Hello community,
I am new to data version control. All the examples I see talk about how to update the remote if you update the dataset in the data folder in your local working environment. My question is the following:
suppose I have a remote with 100 images and I pull. That command will copy those files to local, how do I correctly version those 100 images that I have in a remote folder?
Then, let’s suppose someone adds 100 more images to the remote, getting 200. How do I indicate again that this is the second version of the dataset?
If the data were in local, it would be more or less clear. However, I’m not sure how to do it when the cycle starts on the remote.
Best regards and thank you very much!
DVC is heavily integrated with version control systems, so when you add some data and then push it to the remote you also need to commit the changes on the tracked DVC file. When the other person adds new data, they will also do the same and update the DVC file. This is the base versioning system, so when you checkout to the previous revision and pull you’d see only the files from that revision.
I don’t think I have explained my question properly.
The question is if when I start the project there are already 100 images copied to the remote (without any previous DVC process), does it make sense to connect to a remote that already has data?

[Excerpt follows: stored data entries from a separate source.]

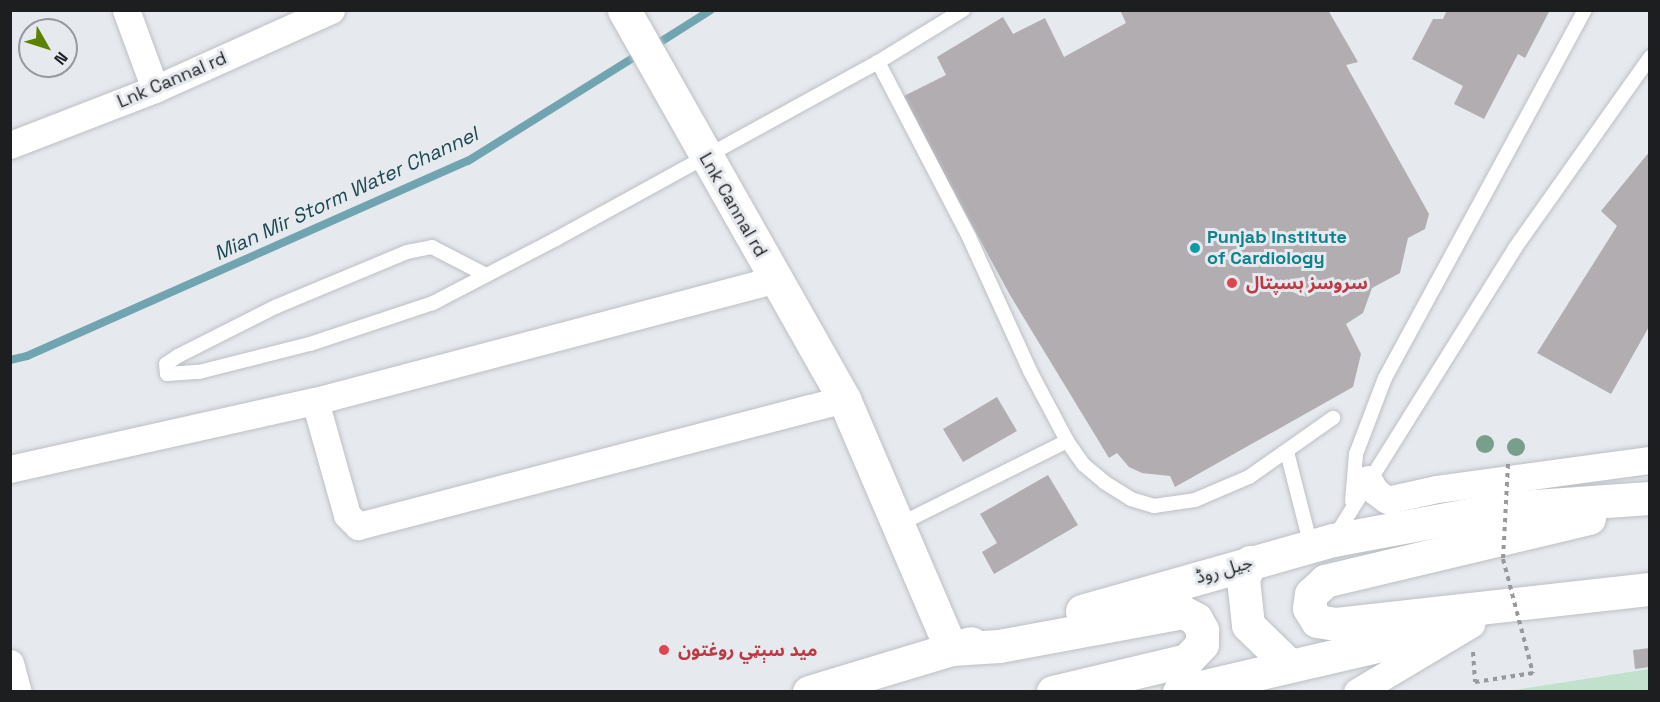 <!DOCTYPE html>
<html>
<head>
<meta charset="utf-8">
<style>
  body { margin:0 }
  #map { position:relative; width:1660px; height:702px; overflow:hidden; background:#e6e9ee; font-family:"Space Grotesk","Noto Sans Arabic",sans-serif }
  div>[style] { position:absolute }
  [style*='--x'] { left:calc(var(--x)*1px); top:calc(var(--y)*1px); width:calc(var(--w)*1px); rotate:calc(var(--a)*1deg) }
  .green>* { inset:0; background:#c2e1cc }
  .stream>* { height:8px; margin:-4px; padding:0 4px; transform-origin:4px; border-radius:4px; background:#70a4b0 }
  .building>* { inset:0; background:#b2adb1 }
  .path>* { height:4px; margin-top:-2px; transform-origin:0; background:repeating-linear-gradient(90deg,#97999d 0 4.5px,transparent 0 9px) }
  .roads { filter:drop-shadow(0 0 2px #bcbfc4) drop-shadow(0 0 2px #bcbfc4) }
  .lane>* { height:14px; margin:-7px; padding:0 7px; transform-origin:7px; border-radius:7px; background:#fff }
  .street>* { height:27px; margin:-13.5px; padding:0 13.5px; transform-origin:13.5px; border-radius:13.5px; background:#fff }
  .secondary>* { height:33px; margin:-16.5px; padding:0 16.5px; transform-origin:16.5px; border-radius:16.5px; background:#fff }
  .path-bridge>* { height:4px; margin-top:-2px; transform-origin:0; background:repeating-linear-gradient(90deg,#97999d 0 4.5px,transparent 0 9px) }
  .trees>* { width:18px; height:18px; margin:-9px; border-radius:50%; background:#799e8d }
  .dots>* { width:16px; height:16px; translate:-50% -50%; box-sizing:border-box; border:3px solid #e6e9ee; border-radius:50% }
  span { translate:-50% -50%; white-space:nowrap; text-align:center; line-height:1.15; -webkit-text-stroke:6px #e6e9ee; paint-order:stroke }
  .street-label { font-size:18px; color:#1d1e20 }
  .culture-label { font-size:18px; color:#0d838f; font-weight:700 }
  .left { translate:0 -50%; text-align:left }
  .health-label { font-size:18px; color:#be3a42; font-weight:700 }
  .water-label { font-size:20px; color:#194852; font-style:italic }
  .frame { position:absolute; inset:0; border:12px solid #1d1e20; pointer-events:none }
  .north { position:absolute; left:18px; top:18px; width:60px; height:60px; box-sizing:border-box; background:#e6e9ee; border:2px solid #96989c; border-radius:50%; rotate:129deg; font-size:16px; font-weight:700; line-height:24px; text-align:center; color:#1d1e20 }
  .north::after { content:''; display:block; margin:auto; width:21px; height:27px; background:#5c8202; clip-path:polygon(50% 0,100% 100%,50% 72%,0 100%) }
</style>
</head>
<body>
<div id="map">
  <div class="green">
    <div style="clip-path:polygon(1649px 669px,1649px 691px,1508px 691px)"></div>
  </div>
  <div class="stream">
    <div style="--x:654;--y:46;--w:67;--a:-32.3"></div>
    <div style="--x:10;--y:360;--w:17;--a:-13"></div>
    <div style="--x:27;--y:356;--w:482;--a:-23.9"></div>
    <div style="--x:468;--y:161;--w:204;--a:-32"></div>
  </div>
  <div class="building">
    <div style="clip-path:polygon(1120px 10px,1328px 10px,1358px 62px,1346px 65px,1429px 214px,1425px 229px,1408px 238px,1400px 273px,1372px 288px,1363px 313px,1346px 324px,1361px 354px,1353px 387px,1175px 487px,1170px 476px,1142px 473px,1129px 467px,1117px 453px,1109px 458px,1010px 295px,902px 97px,946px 75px,937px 57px,1003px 17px,1013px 34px,1045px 18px,1064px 57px,1126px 23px)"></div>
    <div style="clip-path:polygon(1447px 10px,1550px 10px,1525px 58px,1518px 54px,1484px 119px,1454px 104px,1463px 86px,1412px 59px,1433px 19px,1443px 19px)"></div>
    <div style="clip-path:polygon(1650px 151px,1650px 325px,1611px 394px,1537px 353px,1617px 226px,1601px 211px)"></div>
    <div style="clip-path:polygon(997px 397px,1017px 431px,963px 462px,943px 429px)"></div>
    <div style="clip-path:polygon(1048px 475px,1078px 525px,994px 574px,982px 552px,997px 543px,980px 514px)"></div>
    <div style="clip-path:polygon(1650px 648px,1650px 667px,1635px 669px,1633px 650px)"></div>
  </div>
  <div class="path">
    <div style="--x:1473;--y:652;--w:30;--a:86"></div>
    <div style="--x:1475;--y:682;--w:59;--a:-8.8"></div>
  </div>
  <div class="roads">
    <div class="lane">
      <div style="--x:878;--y:62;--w:197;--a:62.5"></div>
      <div style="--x:969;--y:237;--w:147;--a:65.5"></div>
      <div style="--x:1030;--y:371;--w:79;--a:62.1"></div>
      <div style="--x:1067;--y:441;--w:29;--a:55"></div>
      <div style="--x:1084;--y:465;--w:26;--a:40"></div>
      <div style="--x:1104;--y:482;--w:32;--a:32"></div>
      <div style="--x:1131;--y:499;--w:24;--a:17"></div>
      <div style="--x:1154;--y:506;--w:41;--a:-8.3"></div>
      <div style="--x:1195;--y:500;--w:59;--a:-23.1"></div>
      <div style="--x:1249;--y:477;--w:103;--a:-35.1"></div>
      <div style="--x:486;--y:275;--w:61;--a:-152.6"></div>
      <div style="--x:432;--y:247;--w:25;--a:169"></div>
      <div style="--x:407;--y:252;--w:141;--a:157.4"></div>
      <div style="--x:277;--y:306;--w:111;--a:153.2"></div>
      <div style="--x:178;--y:356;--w:14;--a:146"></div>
      <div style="--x:166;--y:364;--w:10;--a:84"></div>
      <div style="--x:167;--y:374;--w:32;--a:-4"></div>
      <div style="--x:199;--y:372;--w:114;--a:-14.2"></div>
      <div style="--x:310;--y:344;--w:130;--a:-18.4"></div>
      <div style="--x:433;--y:303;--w:139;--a:-27.5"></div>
      <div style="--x:556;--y:239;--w:367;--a:-28.8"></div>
      <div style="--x:878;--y:62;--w:100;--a:-31.5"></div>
      <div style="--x:1287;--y:452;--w:97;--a:75.7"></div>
      <div style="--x:1352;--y:501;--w:47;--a:-85.1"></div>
      <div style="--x:1356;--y:454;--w:81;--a:-69.1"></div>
      <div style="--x:1385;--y:378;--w:419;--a:-61.5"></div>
      <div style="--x:898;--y:525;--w:189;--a:-26.4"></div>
      <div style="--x:1334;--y:538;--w:342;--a:-58"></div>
      <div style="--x:1515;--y:248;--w:234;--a:-54.7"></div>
    </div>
    <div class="street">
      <div style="--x:126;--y:10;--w:84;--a:69.8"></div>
      <div style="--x:10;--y:145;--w:155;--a:-21.1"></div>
      <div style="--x:155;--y:89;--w:193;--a:-24.2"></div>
      <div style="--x:315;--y:401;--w:118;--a:74.3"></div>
      <div style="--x:347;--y:515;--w:16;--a:45"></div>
      <div style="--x:358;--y:526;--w:502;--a:-14.64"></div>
      <div style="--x:10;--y:469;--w:312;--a:-12.6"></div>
      <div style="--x:315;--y:401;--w:478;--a:-14.8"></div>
      <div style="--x:1368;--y:479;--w:14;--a:60"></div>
      <div style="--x:1375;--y:491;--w:15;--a:37"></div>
      <div style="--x:1387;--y:500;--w:51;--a:-12.4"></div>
      <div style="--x:1437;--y:489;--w:215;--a:-7.8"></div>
      <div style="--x:10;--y:663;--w:30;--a:75"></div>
      <div style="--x:1357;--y:692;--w:133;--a:-30.8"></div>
    </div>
    <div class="secondary">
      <div style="--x:624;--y:10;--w:447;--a:60.5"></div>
      <div style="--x:844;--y:399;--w:272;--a:66.8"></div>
      <div style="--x:951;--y:649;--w:48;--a:-3.6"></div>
      <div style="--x:999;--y:646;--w:187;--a:-10.5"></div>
      <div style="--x:1183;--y:612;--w:15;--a:28"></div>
      <div style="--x:1196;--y:619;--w:13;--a:61"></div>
      <div style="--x:1202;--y:630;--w:14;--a:90"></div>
      <div style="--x:1202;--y:644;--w:22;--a:133"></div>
      <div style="--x:1187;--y:660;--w:138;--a:166.6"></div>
      <div style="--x:1589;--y:518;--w:271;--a:166.6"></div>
      <div style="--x:1325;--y:581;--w:19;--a:137"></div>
      <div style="--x:1311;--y:594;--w:14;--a:98"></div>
      <div style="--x:1309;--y:608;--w:15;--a:58"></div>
      <div style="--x:1317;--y:621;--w:19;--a:9"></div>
      <div style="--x:1336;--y:624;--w:316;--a:-6.4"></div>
      <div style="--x:1250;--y:562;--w:18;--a:112"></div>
      <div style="--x:1243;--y:579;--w:46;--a:83.8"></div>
      <div style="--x:1248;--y:625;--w:57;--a:44.3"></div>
      <div style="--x:1082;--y:611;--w:261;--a:-15.8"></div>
      <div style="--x:1333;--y:540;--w:176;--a:-10.5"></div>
      <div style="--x:1506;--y:508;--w:144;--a:-4"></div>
      <div style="--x:809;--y:692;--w:169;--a:-16.8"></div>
      <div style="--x:1179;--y:692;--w:273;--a:-13.1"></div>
    </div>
  </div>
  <div class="path-bridge">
    <div style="--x:1508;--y:464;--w:95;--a:93"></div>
    <div style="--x:1503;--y:559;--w:118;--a:75.3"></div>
  </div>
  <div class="trees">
    <div style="left:1485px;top:444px"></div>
    <div style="left:1516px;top:447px"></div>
  </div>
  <div class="dots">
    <div style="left:1195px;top:248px;background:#0f9aa8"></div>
    <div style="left:1232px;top:283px;background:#e0444e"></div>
    <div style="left:664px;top:650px;background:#e0444e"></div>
  </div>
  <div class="street-label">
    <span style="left:172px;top:80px;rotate:-23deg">Lnk Cannal rd</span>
    <span style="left:733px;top:205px;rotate:60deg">Lnk Cannal rd</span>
    <span style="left:1224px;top:570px;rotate:-16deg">جیل روڈ</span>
  </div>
  <div class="culture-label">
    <span class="left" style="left:1207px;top:248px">Punjab Institute<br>of Cardiology</span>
  </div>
  <div class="health-label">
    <span class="left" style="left:1246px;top:283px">سروسز ہسپتال</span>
    <span class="left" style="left:678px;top:650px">مید سېټي روغتون</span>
  </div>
  <div class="water-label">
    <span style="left:346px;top:194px;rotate:-25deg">Mian Mir Storm Water Channel</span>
  </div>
  <div class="frame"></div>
  <div class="north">N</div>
</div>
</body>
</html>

On the other hand, the addition of new data, is if 100 more images are copied (without DVC push) to the remote. How to manage those 100 untracked files.
Thanks for the answer
I see. DVC doesn’t just copy the files as is and manage them in that way, but rather use it’s own structure (which is an implementation detail). So it would be better if you could designate a different place as the remote storage unit, and then let the DVC add those files using to-remote
functionality. This way, DVC will transfer the data from the actual storage where it is kept unversioned into the remote storage that it manages and create a DVC file for further tracking. See: add
Thank you very much for your reply.
Yes, that’s what I was thinking. Have the files uploaded to a different site and then transfer them with push to a remote versioned one.